Bit by Bit

October 31, 2005

Halloween goodies

Filed under: Nutrition, Motivation — Administrator @ 9:47 pm

Well, the good news is that we got in a quick walk this afternoon, hopefully setting a pattern for the rest of the week. I also threw out the rest of the top ‘n’ fill without submitting.

Bad News is that BMB bought Halloween choccies for any trick or treaters. We got two lots, but now there are Freddos hiding in my fridge and the little chocolate forg demons are calling my name!

October 30, 2005

Not creating good habits

Filed under: Nutrition, Motivation — Administrator @ 11:09 pm

We’ve had cake all week, thanks to BMB’s birthday leftovers. Part of 2 cakes and icecream- EVERY NIGHT!! So now I have a sugar craving after every evening meal. Weekends are becoming a bit of a disaster too, parties and drinks are really messing up my system. (of course, the half a can of carmel top ‘n’ fill tonight probably didn’t hurt either.

October 26, 2005

115

Filed under: Nutrition, Motivation, Weigh-In — Administrator @ 9:48 pm

Back up to 115 kgs this week. I blame being to slack to walk, and BMB’s birthday.
Depression, work and weather have put the kybosh on walking this week and I’ve not been eating well at all.
There’s been a couple of FF afternoon teas, an afternoon at the pub, buckets of cake and ice-cream, and to top it off today, a pint of full cream milk and chocolate.

I’m spiralling and I need to get out of it - FAST!!

October 19, 2005

Slip- ups, muck- ups and f*** ups

Filed under: Motivation — Administrator @ 9:58 pm

I’ve been trying to take control once I slip-up, not let it get me down, take it my stride. Work harder and make habits.
But sometimes it’s so hard.
I’ve been doing quite well: good food at work, no tuckshop; the occasional walk, but not the last two weeks, despite trying and failing today and yesterday.

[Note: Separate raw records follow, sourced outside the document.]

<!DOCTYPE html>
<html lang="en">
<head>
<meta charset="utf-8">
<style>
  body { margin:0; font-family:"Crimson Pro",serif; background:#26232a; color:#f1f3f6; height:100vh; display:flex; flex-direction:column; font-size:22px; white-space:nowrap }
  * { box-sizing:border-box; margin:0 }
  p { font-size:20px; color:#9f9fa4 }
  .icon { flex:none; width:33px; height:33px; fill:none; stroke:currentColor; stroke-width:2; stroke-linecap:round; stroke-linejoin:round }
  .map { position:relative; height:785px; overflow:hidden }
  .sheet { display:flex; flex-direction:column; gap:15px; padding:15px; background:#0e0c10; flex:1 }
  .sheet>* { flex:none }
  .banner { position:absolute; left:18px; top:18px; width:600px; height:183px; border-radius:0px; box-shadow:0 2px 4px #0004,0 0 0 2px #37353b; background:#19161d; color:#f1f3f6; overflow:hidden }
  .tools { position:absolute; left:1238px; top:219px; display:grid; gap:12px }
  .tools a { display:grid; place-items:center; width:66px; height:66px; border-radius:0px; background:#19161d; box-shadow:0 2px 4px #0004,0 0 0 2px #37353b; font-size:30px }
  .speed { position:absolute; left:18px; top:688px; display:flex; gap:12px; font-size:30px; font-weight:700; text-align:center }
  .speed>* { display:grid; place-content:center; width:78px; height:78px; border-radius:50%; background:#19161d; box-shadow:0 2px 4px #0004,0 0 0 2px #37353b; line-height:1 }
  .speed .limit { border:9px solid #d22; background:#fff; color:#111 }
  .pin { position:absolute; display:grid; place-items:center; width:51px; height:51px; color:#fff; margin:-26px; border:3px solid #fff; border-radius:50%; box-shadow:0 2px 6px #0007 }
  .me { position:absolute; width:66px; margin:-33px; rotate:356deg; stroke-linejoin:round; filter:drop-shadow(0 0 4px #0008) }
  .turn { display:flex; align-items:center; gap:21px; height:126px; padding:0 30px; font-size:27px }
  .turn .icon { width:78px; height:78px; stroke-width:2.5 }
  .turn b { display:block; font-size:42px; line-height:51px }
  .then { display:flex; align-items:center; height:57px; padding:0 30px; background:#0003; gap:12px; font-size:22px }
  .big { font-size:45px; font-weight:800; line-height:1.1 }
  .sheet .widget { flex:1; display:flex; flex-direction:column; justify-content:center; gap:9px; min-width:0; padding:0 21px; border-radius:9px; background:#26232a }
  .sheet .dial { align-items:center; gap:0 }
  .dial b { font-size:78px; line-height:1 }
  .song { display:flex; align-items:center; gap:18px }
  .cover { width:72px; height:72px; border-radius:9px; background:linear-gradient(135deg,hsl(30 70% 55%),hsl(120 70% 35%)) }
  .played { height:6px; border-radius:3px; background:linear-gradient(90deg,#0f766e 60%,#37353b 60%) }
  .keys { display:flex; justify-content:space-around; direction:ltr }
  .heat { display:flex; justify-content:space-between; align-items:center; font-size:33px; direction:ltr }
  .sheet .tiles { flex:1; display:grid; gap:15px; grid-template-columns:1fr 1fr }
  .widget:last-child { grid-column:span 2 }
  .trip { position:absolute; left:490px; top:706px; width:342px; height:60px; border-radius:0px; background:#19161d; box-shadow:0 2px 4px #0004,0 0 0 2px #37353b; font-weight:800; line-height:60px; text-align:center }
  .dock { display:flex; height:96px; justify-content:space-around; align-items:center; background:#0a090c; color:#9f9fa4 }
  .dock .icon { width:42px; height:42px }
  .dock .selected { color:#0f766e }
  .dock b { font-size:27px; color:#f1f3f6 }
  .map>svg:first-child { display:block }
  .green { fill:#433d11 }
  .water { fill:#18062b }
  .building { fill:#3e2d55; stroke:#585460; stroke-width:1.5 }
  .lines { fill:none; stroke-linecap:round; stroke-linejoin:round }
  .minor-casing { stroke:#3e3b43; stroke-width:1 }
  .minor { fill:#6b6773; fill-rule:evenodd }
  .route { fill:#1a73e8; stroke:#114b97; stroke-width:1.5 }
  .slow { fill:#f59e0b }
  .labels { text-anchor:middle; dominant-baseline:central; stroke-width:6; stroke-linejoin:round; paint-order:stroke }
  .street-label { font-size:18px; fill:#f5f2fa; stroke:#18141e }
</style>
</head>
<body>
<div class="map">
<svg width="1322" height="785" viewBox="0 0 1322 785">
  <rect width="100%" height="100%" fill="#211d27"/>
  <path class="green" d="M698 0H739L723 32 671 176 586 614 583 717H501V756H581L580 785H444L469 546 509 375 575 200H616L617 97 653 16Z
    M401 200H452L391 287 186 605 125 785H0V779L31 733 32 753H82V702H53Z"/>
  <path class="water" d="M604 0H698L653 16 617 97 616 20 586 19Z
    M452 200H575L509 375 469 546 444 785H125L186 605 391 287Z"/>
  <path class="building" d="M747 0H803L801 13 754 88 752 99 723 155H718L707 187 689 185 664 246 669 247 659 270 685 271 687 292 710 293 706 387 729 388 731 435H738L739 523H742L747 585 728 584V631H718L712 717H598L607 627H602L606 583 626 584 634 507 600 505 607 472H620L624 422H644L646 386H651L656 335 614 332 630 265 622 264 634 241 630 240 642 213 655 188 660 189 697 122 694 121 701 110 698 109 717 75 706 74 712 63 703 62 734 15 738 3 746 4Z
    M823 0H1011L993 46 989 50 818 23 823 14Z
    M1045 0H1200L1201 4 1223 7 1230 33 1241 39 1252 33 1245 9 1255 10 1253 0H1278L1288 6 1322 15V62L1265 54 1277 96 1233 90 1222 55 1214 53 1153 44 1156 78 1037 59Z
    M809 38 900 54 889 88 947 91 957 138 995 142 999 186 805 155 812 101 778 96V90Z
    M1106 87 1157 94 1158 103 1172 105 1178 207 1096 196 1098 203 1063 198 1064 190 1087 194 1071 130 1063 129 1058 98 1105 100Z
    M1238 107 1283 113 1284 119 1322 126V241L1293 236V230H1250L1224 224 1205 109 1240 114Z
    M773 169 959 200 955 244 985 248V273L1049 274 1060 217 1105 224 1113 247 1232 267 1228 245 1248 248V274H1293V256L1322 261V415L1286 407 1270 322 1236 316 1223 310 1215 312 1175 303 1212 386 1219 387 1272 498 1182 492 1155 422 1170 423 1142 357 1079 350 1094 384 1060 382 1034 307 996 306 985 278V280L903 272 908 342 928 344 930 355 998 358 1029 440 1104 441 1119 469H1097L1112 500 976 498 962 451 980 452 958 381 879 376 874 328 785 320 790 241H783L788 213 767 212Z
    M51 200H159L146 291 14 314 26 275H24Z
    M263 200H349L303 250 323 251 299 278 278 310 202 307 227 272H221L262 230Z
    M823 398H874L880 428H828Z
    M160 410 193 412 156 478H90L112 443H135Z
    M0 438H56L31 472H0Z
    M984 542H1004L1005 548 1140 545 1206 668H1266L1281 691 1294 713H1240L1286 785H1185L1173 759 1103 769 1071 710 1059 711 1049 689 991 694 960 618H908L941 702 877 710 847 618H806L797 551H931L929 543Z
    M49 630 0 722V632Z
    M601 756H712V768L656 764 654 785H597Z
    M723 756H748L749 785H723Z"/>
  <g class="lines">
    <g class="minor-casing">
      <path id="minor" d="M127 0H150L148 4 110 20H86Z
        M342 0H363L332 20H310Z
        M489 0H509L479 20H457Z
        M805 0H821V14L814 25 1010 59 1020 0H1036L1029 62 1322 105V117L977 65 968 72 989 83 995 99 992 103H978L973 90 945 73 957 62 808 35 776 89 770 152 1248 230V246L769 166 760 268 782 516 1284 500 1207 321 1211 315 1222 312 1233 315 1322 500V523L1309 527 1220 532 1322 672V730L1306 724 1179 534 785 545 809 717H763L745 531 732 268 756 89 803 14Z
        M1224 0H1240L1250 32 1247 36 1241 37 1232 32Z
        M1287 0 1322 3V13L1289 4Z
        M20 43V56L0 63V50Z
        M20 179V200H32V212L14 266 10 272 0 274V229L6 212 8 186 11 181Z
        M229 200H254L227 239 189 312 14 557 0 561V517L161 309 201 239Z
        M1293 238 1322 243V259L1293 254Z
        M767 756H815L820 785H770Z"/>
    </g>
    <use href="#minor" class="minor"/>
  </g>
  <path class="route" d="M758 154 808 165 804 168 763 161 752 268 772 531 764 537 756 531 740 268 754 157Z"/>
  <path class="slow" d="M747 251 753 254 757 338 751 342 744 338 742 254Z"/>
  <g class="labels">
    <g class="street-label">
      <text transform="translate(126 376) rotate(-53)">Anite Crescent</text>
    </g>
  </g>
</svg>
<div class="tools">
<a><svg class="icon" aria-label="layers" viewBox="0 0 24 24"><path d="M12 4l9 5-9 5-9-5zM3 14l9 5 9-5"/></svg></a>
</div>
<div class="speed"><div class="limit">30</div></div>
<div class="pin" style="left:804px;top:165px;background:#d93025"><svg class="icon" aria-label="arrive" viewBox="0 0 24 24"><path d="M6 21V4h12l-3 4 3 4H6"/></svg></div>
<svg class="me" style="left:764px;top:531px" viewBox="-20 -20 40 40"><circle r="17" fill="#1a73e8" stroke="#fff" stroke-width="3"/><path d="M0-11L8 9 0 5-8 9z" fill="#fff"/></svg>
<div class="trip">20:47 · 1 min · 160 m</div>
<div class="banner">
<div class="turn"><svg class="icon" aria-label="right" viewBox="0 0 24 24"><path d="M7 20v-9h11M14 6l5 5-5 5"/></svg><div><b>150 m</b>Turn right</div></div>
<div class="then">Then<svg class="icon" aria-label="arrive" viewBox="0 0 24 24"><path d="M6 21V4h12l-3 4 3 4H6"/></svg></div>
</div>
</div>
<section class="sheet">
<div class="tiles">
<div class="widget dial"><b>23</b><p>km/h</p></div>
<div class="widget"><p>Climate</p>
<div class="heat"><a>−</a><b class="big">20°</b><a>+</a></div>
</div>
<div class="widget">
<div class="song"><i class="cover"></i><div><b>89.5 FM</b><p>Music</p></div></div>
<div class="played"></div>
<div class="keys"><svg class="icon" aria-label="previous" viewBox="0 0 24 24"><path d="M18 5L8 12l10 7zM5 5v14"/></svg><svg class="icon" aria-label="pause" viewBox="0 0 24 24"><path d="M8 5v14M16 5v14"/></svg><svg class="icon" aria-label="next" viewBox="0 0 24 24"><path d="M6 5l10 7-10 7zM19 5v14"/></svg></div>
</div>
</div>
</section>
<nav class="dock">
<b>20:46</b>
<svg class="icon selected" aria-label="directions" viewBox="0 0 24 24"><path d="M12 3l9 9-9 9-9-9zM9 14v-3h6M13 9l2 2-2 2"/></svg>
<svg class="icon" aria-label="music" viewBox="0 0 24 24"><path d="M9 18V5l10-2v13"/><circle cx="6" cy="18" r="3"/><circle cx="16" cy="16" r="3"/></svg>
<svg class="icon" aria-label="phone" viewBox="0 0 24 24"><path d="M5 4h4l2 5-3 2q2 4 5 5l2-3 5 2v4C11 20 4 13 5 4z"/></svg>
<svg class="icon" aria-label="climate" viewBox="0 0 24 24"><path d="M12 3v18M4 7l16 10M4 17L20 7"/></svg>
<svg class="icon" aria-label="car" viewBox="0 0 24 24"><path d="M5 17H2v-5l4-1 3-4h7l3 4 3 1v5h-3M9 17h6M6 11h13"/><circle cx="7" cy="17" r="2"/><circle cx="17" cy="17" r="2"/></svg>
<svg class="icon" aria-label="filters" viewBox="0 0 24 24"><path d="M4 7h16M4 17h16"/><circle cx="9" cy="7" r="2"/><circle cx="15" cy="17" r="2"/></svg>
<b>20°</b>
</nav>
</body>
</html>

There’s the slip ups, occasional beer, sliver of birthday cake, or high quality chocolate and it’s paid off.
The muck ups happen from time to time, I could control them, but choose not too: not walking cos “I’m too tired”, the chocolate becoming a habit, the iceblock on Friday, the nuggets from Macca’s cos everyone else was having them on Saturday.
And then there are the f*** ups like today. No matter what I did from yesterday afternoon, I wasn’t going to be happy. I felt odwn yesterday after work and dropped into the supermarket. Now I was going to walk down when I got home, but thought it would be inconvenient. I avoided chocolate, but got a lite milk. I really wanted chicken, but it was too close to dinner.
When I got home I didn’t want to walk, and got all weepy cos I wasn’t happy. This morning was the same, eggs and lean bacon. At work I had salad, but then another ice- block. I really wanted chocolate milk. By after work I had given up- I was making bargains with myself I knew I wouldn’t keep. The end result: KFC, because I’ll go for a walk. Did the walk happen? No. Did the junk make me feel good? Only for five minutes.

I have reinstalled WP and started writing again, becasue I want somehting to show for my weight control today. There’s not been much - but at least I’ve thought about it and put that to record.